Where a line of the data below has the string "absolute", copy that line.

■ **AVAILABLE DATA**

---

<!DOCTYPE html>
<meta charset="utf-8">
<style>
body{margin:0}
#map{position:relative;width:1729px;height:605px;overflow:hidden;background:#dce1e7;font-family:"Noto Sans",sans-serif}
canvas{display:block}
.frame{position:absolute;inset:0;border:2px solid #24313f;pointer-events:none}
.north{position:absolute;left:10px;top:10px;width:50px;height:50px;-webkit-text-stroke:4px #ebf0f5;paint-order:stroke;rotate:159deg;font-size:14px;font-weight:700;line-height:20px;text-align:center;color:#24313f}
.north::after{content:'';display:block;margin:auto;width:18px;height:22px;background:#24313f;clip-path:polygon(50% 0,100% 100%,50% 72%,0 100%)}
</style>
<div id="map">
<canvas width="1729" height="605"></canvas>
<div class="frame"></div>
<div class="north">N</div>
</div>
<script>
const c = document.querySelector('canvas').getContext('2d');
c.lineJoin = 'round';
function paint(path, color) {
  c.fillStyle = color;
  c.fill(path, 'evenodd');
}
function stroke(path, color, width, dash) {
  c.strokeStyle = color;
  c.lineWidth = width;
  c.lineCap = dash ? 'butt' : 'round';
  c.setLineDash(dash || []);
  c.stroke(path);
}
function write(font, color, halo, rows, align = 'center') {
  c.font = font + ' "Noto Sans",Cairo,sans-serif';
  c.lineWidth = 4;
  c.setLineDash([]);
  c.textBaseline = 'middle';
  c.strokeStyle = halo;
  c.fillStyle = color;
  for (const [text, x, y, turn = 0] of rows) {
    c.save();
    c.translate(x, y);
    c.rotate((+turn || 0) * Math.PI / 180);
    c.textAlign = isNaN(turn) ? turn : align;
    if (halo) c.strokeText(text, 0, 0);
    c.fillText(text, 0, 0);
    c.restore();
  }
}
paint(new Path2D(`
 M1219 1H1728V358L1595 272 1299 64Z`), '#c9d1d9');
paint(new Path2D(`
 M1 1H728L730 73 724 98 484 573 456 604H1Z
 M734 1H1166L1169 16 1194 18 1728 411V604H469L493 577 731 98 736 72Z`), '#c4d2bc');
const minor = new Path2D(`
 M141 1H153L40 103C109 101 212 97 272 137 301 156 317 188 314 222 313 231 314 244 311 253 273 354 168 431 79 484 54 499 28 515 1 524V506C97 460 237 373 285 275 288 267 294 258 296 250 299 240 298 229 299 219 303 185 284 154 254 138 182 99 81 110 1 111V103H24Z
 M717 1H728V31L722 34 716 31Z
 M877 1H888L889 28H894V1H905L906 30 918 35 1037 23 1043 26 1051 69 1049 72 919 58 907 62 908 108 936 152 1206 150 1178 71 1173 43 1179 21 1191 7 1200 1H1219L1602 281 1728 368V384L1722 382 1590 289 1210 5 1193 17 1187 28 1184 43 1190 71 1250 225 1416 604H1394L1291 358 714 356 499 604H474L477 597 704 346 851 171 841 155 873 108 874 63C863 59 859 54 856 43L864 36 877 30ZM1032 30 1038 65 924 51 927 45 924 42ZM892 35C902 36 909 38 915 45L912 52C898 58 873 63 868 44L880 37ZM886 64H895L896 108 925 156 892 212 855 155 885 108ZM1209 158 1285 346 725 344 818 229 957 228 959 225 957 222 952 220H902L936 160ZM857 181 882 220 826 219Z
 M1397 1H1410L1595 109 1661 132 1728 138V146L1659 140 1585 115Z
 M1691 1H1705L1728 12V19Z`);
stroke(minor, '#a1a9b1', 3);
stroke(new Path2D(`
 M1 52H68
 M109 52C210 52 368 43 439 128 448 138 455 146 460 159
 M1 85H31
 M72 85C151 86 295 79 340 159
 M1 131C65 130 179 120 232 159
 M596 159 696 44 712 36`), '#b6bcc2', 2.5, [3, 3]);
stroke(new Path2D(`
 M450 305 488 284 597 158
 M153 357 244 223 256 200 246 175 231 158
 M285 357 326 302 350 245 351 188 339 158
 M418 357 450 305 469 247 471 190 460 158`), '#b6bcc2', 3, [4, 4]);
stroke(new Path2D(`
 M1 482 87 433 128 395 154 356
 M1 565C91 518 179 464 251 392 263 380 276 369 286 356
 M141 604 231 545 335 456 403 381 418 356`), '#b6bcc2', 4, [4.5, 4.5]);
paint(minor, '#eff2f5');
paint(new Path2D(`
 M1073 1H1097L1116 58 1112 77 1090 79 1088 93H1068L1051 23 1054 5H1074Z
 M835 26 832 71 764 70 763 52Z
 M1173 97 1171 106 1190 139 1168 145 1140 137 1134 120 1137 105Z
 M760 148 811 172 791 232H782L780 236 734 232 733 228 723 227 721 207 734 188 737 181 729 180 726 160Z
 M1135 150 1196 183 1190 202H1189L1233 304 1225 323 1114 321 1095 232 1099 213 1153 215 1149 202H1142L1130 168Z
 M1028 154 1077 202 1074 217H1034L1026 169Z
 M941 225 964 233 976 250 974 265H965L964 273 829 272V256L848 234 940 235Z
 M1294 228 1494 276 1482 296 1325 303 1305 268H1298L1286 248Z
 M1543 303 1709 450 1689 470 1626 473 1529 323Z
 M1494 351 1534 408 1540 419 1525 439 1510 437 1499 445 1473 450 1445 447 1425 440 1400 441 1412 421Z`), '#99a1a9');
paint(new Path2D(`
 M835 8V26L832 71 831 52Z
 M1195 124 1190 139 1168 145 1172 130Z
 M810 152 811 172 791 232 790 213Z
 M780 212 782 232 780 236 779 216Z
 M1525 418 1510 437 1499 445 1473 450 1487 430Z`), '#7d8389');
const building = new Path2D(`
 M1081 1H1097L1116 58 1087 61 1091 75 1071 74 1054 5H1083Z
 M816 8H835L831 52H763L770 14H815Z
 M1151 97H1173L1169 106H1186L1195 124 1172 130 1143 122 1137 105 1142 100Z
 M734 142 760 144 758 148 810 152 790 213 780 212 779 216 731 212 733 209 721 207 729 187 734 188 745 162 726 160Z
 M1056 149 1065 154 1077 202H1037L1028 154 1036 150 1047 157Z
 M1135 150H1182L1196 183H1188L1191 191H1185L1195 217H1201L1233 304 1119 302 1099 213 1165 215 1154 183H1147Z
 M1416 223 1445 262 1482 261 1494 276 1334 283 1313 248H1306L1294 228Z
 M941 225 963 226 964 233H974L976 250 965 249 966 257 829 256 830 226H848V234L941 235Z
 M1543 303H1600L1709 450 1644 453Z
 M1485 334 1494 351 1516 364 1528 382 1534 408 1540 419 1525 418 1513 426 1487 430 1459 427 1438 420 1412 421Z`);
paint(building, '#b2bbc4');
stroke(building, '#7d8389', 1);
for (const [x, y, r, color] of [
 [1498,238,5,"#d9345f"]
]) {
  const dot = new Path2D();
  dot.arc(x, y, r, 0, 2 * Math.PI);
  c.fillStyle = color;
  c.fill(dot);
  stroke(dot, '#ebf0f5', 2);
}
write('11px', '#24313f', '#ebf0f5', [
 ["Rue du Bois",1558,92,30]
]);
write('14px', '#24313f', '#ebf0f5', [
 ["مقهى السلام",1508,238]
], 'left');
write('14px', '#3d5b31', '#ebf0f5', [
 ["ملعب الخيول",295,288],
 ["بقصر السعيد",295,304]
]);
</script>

---

■ **EXERCISE OUTPUT**
.frame{position:absolute;inset:0;border:2px solid #24313f;pointer-events:none}
.north{position:absolute;left:10px;top:10px;width:50px;height:50px;-webkit-text-stroke:4px #ebf0f5;paint-order:stroke;rotate:159deg;font-size:14px;font-weight:700;line-height:20px;text-align:center;color:#24313f}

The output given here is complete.